Chi lavora nel mondo della comunicazione avrà sentito parlare sempre più spesso di Media Intelligence. Un concetto molto ampio, che abbraccia allo stesso tempo il mondo del marketing, dei social media e del giornalismo. La Media Intelligence consiste nella raccolta di tutti i dati disponibili sui media riguardanti una certa tematica, brand o persona fisica e nella loro successiva analisi al fine di potenziare i processi di decision making aziendale.
Come sottolinea Enzo Rimedio, giornalista ed esperto in comunicazione digitale, in un articolo pubblicato sulla Harvard Business Review, la Media Intelligence si basa dunque sull’attività di osservazione e analisi delle fonti di informazione, tramite tre chiavi interpretative principali: stampa, concorrenti e clienti. Solo esaminando questi tre pubblici si possono comprendere in maniera esaustiva il posizionamento della propria azienda, come giornalisti e blogger ne parlano, cosa fanno i competitor e cosa pensano le persone. Non una mera osservazione quindi, ma un monitoraggio che serve poi a definire la pianificazione aziendale.
Tutto questo è stato rivoluzionato dai social network, che permettono alle imprese di comprendere in maniera ancora più approfondita i gusti e le scelte delle persone. Ascoltare il dialogo sui social, osservare i post e i temi di maggiore tendenza, comprendere cosa interessa a chi, per trasformare questi dati prodotti dagli utenti in informazioni preziose per il business. Un processo di estrazione di considerazioni strategiche, che possono spianare la strada al successo dell’impresa e trasformare gli utenti in una fonte d’informazioni dal valore inestimabile.
Fare Media Intelligence non è però cosa semplice.

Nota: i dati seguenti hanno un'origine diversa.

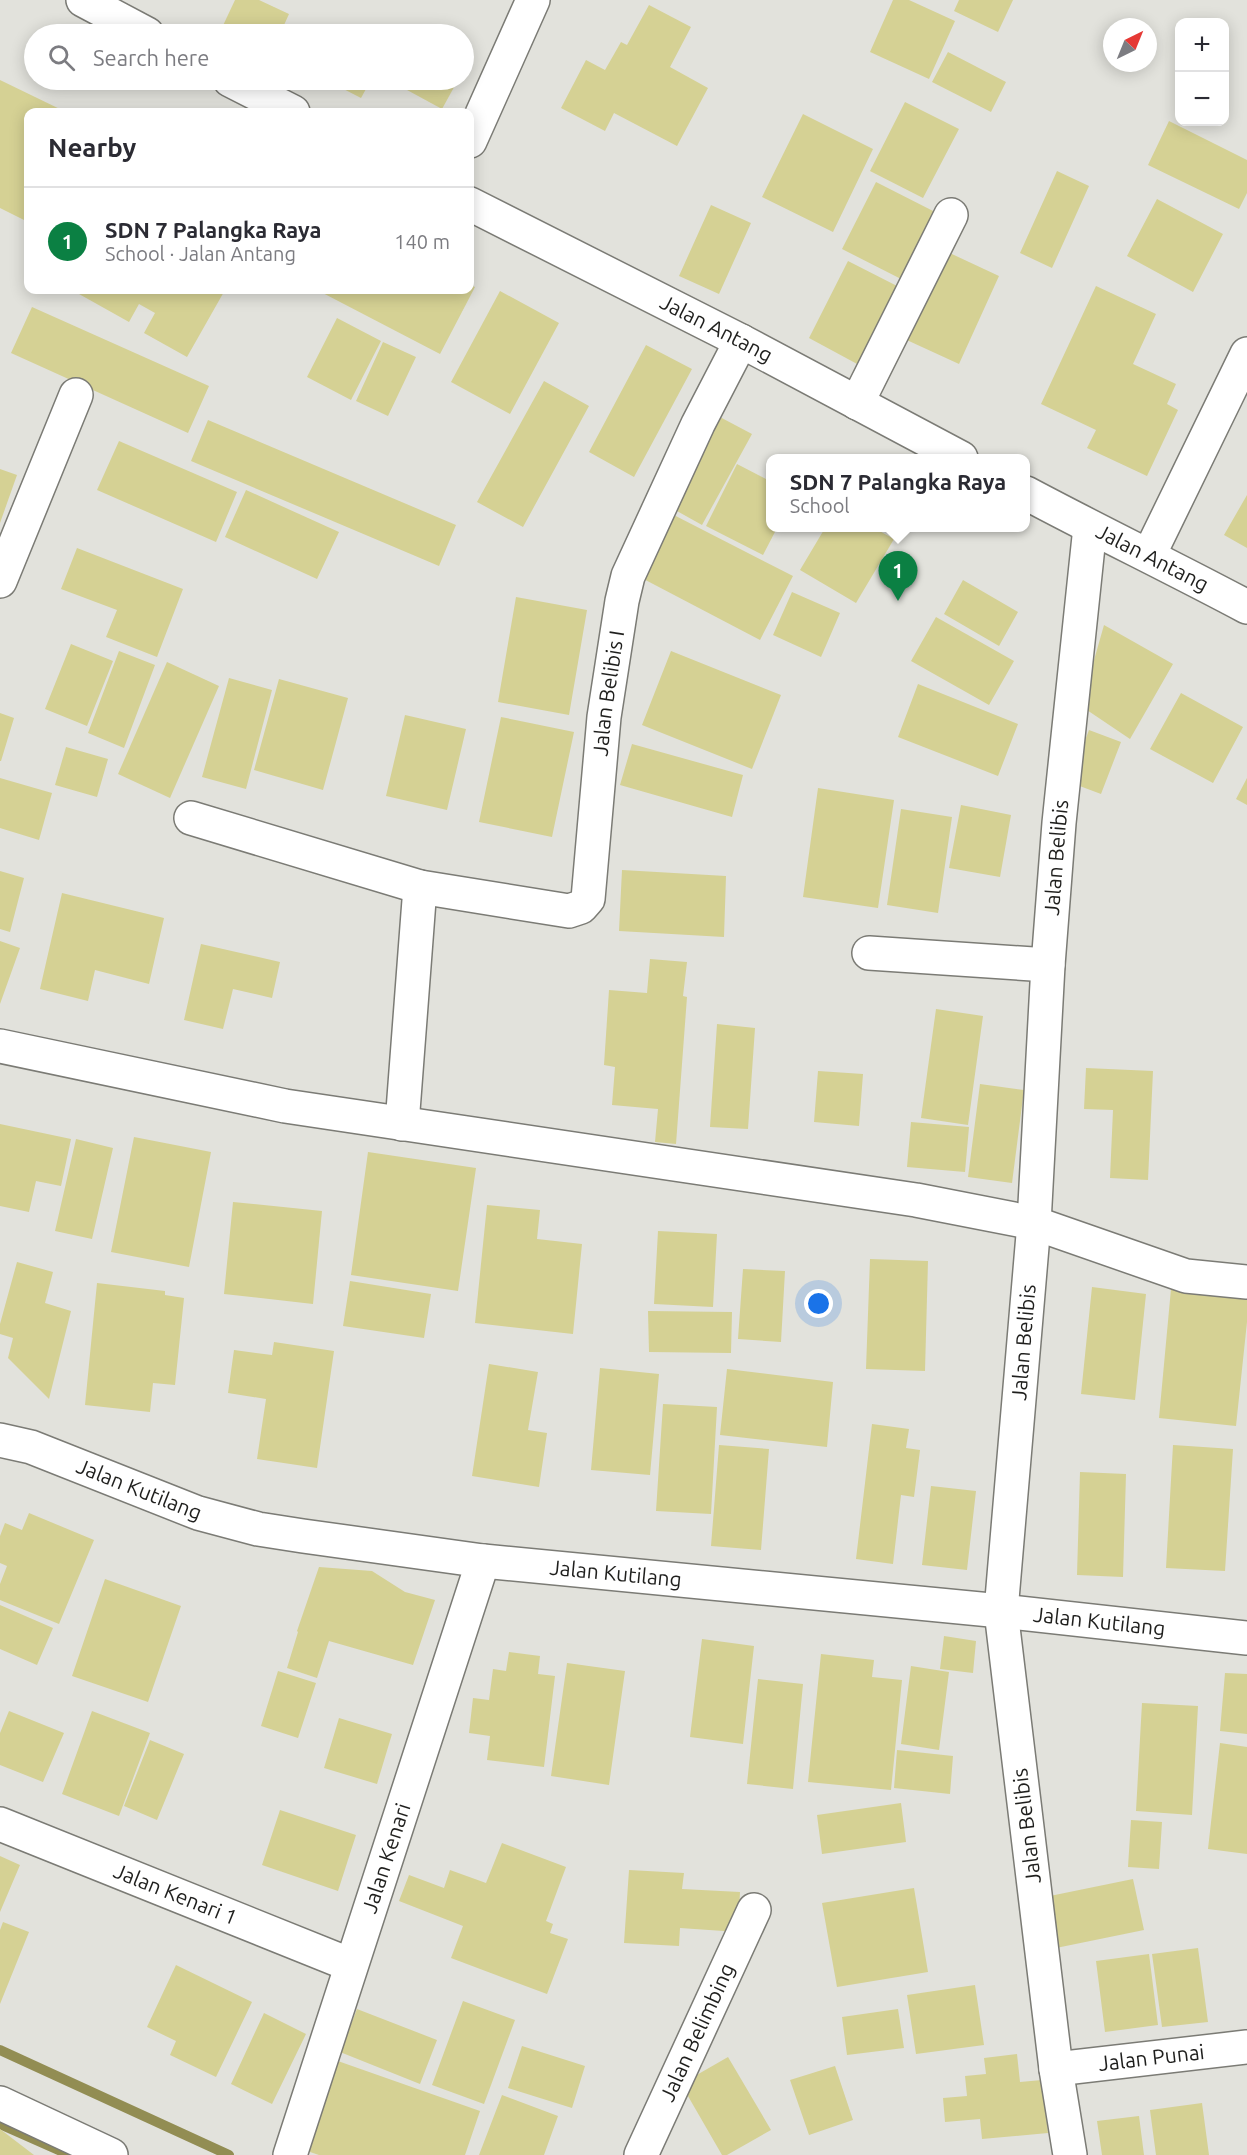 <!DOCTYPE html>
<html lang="en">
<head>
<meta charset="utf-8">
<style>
	:root { --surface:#fff; --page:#f7f7f7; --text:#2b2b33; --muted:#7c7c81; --line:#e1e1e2; --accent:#0b8043 }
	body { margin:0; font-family:Ubuntu,sans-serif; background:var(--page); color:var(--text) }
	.controls { position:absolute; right:18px; top:18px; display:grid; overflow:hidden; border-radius:12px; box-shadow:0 3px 15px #0003 }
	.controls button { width:54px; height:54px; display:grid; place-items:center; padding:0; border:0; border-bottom:2px solid var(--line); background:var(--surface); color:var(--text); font:30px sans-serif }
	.compass { position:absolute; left:1103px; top:18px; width:54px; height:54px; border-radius:50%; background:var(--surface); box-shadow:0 3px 15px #0003; rotate:43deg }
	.you { position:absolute; left:819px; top:1304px; width:21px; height:21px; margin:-15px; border:4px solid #fff; border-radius:50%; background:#1a73e8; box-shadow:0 0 0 9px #1a73e833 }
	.badge { display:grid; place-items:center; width:39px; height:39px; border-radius:50%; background:var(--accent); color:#fff; font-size:20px; font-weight:700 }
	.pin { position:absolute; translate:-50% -50px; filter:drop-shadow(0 2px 3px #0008) }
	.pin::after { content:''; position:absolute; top:32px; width:21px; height:18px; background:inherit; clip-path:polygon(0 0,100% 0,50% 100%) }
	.popup { position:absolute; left:766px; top:454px; width:264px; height:78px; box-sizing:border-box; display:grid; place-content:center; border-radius:12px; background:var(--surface); filter:drop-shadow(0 2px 4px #0005); font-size:20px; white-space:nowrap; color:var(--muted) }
	.popup b { font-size:22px; color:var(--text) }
	.popup::after { content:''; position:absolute; left:50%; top:100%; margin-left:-12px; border:12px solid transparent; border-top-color:var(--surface) }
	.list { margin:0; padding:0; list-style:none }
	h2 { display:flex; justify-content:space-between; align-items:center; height:78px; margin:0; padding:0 24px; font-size:26px }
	h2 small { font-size:20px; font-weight:400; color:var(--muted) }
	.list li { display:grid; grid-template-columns:39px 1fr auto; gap:18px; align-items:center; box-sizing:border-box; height:108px; padding:0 24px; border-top:2px solid var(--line) }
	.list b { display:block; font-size:22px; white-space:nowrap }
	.list p { margin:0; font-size:20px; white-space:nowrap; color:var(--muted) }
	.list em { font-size:20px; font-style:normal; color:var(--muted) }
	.icon { flex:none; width:33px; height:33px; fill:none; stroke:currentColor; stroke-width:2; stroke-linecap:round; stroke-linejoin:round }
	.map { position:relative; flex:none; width:1247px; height:2155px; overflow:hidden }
	.search { position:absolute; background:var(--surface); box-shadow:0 3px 15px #0003; left:24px; top:24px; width:450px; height:66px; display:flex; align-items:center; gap:15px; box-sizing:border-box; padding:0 21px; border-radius:33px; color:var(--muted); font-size:22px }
	.panel { position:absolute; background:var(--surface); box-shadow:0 3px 15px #0003; left:24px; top:108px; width:450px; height:186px; border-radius:12px }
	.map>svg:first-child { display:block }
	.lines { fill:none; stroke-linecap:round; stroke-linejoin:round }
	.stream { stroke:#928d53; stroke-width:10 }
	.building { fill:#d5d194 }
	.minor-casing { stroke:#7b7b75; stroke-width:36 }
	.minor { stroke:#fff; stroke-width:33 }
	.labels { text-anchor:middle; stroke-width:4.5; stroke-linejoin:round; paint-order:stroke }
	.street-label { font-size:21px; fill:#1f1f1d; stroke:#fffffe }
</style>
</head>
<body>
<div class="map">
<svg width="1247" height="2155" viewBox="0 0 1247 2155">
	<rect width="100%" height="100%" fill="#e2e2dc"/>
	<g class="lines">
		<path class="stream" d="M0,2050L229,2155
			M0,2124L70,2155"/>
	</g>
	<path class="building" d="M235,0H259L289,14L280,34H219Z
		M893,0H909L955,21L929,79L870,52Z
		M959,0H1013L998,32L954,11Z
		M649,5L691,27L670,67L708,88L677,146L614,113L605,131L561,108L586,60L605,70L621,42L627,45Z
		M464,48L473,53L464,70Z
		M948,52L1006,82L991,112L932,82Z
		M0,80L66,112H28V222L0,208Z
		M326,80H371L361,98Z
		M399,80H458L442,109L396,84Z
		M905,102L959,129L923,198L870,171Z
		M803,114L873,149L833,232L762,197Z
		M1169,121L1247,160V193L1239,209L1148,165Z
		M1057,171L1089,186L1052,268L1020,253Z
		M876,182L939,214L905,281L842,249Z
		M1157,199L1223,234L1193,292L1127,256Z
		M711,205L751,223L719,294L679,276Z
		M939,248L999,276L959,364L898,336Z
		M848,261L899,287L859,365L809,338Z
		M470,285L475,287L440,354L317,290H470Z
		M1096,286L1156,314L1133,364L1176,384L1167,404L1178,410L1147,476L1087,448L1096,430L1041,404Z
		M82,290H225L187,357L144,333L155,313L139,304L129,322L79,294Z
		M500,291L559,323L510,414L451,382Z
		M32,307L209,386L188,433L11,353Z
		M337,318L381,341L351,400L307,377Z
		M383,342L416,357L388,416L356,401Z
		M646,345L692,369L634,477L589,452Z
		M544,381L589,406L523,527L477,502Z
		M718,416L752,434L702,525L668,506Z
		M208,420L456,525L439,566L191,461Z
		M119,441L237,492L216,542L97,490Z
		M737,464L770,481V528H777L763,555L706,526Z
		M0,469L17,475L0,523Z
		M246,490L339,532L317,579L225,537Z
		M1247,495V548L1224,535Z
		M666,511L793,576L760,640L634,574Z
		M825,528H874L894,539L856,603L800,570Z
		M77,548L183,589L157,657L106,637L117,610L61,589Z
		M963,580L1018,612L999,646L944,614Z
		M792,592L840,613L821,657L773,635Z
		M516,597L587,610L569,715L498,702Z
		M936,617L1014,661L989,705L911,661Z
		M1104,625L1173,664L1130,739L1081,706Z
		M71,644L113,661L87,726L45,709Z
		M119,651L155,665L124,748L88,733Z
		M671,651L781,695L752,769L642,725Z
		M167,662L219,686L170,798L118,774Z
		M229,678L272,690L246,789L202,777Z
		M279,679L348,698L323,790L254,770Z
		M918,684L1018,724L998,776L898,737Z
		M1181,693L1243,727L1213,783L1150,749Z
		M0,713L14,718L1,761H0Z
		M405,715L466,729L447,810L386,796Z
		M501,717L574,732L552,837L479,822Z
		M1089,730L1121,742L1101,794L1069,782Z
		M632,744L743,775L732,817L620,785Z
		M66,747L108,759L97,797L55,785Z
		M0,778L52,793L39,840L0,828Z
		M1247,778V805L1236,799Z
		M818,788L894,800L878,908L803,897Z
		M961,805L1011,815L1000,877L949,868Z
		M901,809L952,817L938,913L887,905Z
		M622,870L726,876L724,937L619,931Z
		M0,871L24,878L10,932L0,929Z
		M62,893L164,918L149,984L95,970L88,1001L40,989Z
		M0,941L20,948L0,1004Z
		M201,944L280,962L272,998L233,989L223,1029L184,1020Z
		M650,959L687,962L683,996L687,997L676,1144L655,1142L658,1109L612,1105L615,1067L604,1065L609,990L647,993Z
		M936,1009L983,1016L968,1125L921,1118Z
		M717,1024L755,1028L748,1129L710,1127Z
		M1086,1068L1153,1071L1148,1180L1110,1178L1113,1110L1084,1109Z
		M818,1071L863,1074L859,1126L814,1122Z
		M980,1084L1024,1090L1012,1183L968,1177Z
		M911,1122L969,1127L965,1172L907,1167Z
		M0,1124L71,1139L61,1186L36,1181L29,1212L0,1206Z
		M134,1137L211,1152L189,1267L111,1252Z
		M76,1139L113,1148L92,1239L55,1231Z
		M368,1152L476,1168L458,1291L351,1275Z
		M233,1202L322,1211L313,1304L224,1294Z
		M487,1205L540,1210L537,1239L582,1244L573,1334L475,1323Z
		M658,1231L717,1234L713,1307L654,1304Z
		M870,1259L928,1261L925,1371L866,1369Z
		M17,1262L53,1272L45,1303L71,1311L49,1399L8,1358L13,1338L0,1334V1324Z
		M743,1269L785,1271L781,1342L738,1339Z
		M350,1281L431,1294L424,1338L343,1326Z
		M97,1283L165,1291V1295L184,1298L175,1385L153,1383L150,1412L85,1405Z
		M1092,1287L1146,1294L1135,1400L1081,1394Z
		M1171,1289L1247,1297V1322L1236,1426L1159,1418Z
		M648,1311L732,1312L731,1353L649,1352Z
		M274,1342L334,1351L317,1468L257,1459L266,1399L228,1393L234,1350L272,1355Z
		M489,1364L538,1372L528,1430L547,1433L539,1487L472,1476Z
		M600,1368L659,1374L650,1475L591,1470Z
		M727,1369L833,1382L827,1447L720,1435Z
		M663,1404L717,1407L711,1514L656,1511Z
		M872,1424L909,1429L906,1448L920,1450L914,1497L901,1495L893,1564L856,1559Z
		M719,1445L769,1449L761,1550L711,1546Z
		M1173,1445L1233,1449L1225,1571L1166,1568Z
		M1080,1472L1126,1474L1123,1577L1077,1575Z
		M931,1486L976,1491L967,1570L922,1565Z
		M29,1513L94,1540L59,1624L0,1600V1584L7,1566L0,1563V1536L5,1523L22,1530Z
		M319,1567L372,1571L405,1592L435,1600L413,1665L329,1641L317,1678L287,1668L298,1632L297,1631Z
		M105,1579L181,1606L148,1702L72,1676Z
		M0,1605L53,1628L37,1665L0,1649Z
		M944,1636L976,1641L973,1673L940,1669Z
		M702,1639L754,1646L743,1744L690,1737Z
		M509,1652L540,1656L538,1674L555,1676L544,1767L487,1760L490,1736L469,1733L473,1698L489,1700L493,1669L506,1671Z
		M821,1654L874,1660L872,1677L902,1680L891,1790L808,1782Z
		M567,1663L625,1671L609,1785L551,1776Z
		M911,1666L949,1672L939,1750L901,1744Z
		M278,1671L316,1683L298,1738L261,1726Z
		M1225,1673L1247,1674V1734L1220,1731Z
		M758,1679L803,1684L793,1789L747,1784Z
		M1142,1703L1198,1706L1192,1815L1136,1811Z
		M9,1711L64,1733L43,1782L0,1765V1733Z
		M92,1711L150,1733L119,1816L62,1794Z
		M339,1718L392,1734L377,1784L324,1768Z
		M150,1740L184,1754L157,1820L124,1806Z
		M1220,1743L1247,1747V1854L1208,1849Z
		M897,1750L953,1756L950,1794L894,1788Z
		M901,1803L906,1842L822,1854L817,1815Z
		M280,1810L356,1835L338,1891L262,1865Z
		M1131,1820L1162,1822L1159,1869L1128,1867Z
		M502,1843L566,1867L546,1921L553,1924L550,1933L568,1939L547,1994L451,1958L463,1926L399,1901L409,1875L444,1888L450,1870L486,1883Z
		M0,1856L20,1865L0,1912Z
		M629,1870L684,1873L682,1889L740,1892L738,1932L680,1928L679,1946L624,1943Z
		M1133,1879L1144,1930L1056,1948L1045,1897Z
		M914,1888L928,1972L837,1987L822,1903Z
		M3,1922L29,1932L0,2004V1930Z
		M1198,1948L1208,2022L1162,2027L1152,1954Z
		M1149,1954L1158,2025L1105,2032L1096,1961Z
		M176,1965L252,2002L216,2077L170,2055L176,2041L147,2027Z
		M975,1985L984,2045L916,2054L907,1995Z
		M463,2001L515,2020L484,2104L432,2085Z
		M357,2009L437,2040L420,2084L340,2052Z
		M898,2009L904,2048L847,2055L842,2017Z
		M264,2013L306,2034L272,2104L231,2084Z
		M522,2046L585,2066L572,2108L508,2088Z
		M1017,2054L1020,2082L1042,2080L1048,2133L982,2139L980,2119L945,2122L943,2098L967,2096L965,2076L986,2074L984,2058Z
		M728,2057L771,2130L727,2155H722L681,2084Z
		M335,2060L480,2111L465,2155H319L304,2150Z
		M835,2066L853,2120L809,2135L790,2080Z
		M502,2095L558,2116L544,2155H479Z
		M1202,2103L1209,2155H1156L1150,2110Z
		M1139,2116L1144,2155H1102L1097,2121Z
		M0,2129L34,2155H0Z"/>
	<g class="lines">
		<g class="minor-casing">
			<g id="minor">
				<path d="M83,0L147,34"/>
				<path d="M230,80L293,112"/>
				<path d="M470,141L533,0"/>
				<path id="s1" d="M470,204L741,341L961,458"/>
				<path d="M857,403L951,215"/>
				<path id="s2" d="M1026,493C1099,532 1174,568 1247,607"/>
				<path d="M1149,555L1247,354"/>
				<path d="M0,581L76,395"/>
				<path d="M191,818L420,887L402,1124"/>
				<path id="s3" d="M420,887L569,911L581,907L588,899L604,717L622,601L628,576L698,424L741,341"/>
				<path d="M869,953L1048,965"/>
				<path d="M0,1046L285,1106L916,1200L1034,1223L1186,1276L1247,1282"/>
				<path id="s4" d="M0,1440L31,1447L198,1513L258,1529L303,1536L483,1561L1001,1611L1247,1638"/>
				<path id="s5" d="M0,1824L351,1965"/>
				<path id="s6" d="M1056,2069L1247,2047"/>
				<path d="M0,2103L111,2155"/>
				<path id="s7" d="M290,2155L483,1561"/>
				<path id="s8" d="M641,2155L754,1910"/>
				<path id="s9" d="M1070,2155L1056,2069L1001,1611L1034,1223L1048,965L1059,823L1090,527"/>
			</g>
		</g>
		<use href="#minor" class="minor"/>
	</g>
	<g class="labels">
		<g class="street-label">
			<text dy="7" stroke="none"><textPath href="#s1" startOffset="276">Jalan Antang</textPath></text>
			<text dy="7" stroke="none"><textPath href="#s2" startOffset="142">Jalan Antang</textPath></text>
			<text dy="7" stroke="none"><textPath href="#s3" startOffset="381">Jalan Belibis I</textPath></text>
			<text dy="7" stroke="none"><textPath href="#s9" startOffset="1304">Jalan Belibis</textPath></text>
			<text dy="7" stroke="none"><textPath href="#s9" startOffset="818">Jalan Belibis</textPath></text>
			<text dy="7" stroke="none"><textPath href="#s4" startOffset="148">Jalan Kutilang</textPath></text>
			<text dy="7" stroke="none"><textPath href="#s4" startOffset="634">Jalan Kutilang</textPath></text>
			<text dy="7" stroke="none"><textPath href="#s4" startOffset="1120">Jalan Kutilang</textPath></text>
			<text transform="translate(1027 1826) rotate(-97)" y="7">Jalan Belibis</text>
			<text dy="7" stroke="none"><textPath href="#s7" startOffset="312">Jalan Kenari</textPath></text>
			<text dy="7" stroke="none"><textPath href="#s5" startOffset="189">Jalan Kenari 1</textPath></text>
			<text dy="7" stroke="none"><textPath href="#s8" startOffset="135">Jalan Belimbing</textPath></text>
			<text dy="7" stroke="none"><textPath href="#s6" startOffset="96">Jalan Punai</textPath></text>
		</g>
	</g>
</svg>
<div class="controls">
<button>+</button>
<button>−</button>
</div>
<svg class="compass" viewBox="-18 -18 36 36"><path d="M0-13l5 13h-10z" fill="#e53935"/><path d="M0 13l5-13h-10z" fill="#7c7c81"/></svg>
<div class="you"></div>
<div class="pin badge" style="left:898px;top:601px">1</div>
<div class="popup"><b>SDN 7 Palangka Raya</b>School</div>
<div class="search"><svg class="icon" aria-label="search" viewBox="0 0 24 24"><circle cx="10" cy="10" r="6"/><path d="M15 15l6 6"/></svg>Search here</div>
<section class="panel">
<h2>Nearby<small></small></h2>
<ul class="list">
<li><span class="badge">1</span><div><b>SDN 7 Palangka Raya</b><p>School · Jalan Antang</p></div><em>140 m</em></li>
</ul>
</section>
</div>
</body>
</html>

Come sottolinea Enzo Rimedio sull’articolo dell’Harvard Business Review, per mettere in pratica questa attività è necessario dotarsi di strumenti di ascolto, monitoraggio e analisi professionali, oltre ad avere a disposizione analisti in grado di far funzionare questa raccolta di dati, interpretare i risultati ed elaborare sulla base di essi nuove strategie aziendali.
“Ciò che è utile non sono tutte le informazioni, ma le più significative, e che quanto vi si ricavi dia poi un alto valore al processo decisionale del management”, spiega Rimedio. “Ed è proprio questo che distingue un’attività di monitoring da una di intelligence, diventando così la seconda una grande opportunità sia per la comunicazione, che per il marketing”.